_WHAT YOU NEED TO DO_
Scan the listing for the word "Keep" and report every line that contains it.

_RECORDS SUPPLIED_
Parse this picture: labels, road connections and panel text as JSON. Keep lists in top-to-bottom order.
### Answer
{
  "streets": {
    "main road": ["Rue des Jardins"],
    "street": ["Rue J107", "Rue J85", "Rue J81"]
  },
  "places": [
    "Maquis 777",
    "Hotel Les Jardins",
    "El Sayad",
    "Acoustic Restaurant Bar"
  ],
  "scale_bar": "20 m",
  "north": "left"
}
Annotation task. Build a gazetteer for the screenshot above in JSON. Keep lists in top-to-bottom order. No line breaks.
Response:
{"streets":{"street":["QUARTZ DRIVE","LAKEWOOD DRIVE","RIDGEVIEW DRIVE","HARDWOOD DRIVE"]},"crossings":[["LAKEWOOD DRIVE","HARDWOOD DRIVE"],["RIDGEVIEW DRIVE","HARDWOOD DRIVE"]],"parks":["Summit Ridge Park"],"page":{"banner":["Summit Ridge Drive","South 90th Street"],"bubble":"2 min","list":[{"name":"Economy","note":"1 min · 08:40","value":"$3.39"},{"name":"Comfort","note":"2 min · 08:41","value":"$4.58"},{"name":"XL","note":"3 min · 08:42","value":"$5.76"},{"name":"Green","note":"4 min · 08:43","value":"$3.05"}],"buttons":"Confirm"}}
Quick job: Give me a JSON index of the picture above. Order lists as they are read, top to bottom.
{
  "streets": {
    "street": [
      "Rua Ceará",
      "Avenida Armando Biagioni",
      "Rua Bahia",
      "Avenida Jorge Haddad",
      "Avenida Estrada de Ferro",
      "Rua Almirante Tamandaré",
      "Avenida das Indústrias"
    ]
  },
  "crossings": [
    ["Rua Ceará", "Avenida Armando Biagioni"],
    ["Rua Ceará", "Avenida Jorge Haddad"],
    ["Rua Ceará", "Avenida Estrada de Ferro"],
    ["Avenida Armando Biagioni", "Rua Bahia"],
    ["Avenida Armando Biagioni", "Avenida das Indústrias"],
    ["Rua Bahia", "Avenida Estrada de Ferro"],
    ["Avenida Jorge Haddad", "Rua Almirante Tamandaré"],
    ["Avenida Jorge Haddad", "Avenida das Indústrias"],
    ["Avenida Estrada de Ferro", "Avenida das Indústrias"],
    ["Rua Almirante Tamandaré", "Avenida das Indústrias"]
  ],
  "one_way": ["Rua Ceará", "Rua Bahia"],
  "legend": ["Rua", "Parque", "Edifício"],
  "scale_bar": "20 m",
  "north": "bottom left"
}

_ANSWER BOX_
Parse this picture: labels, road connections and panel text as JSON. Keep lists in top-to-bottom order.
Annotation task. Build a gazetteer for the screenshot above in JSON. Keep lists in top-to-bottom order. No line breaks.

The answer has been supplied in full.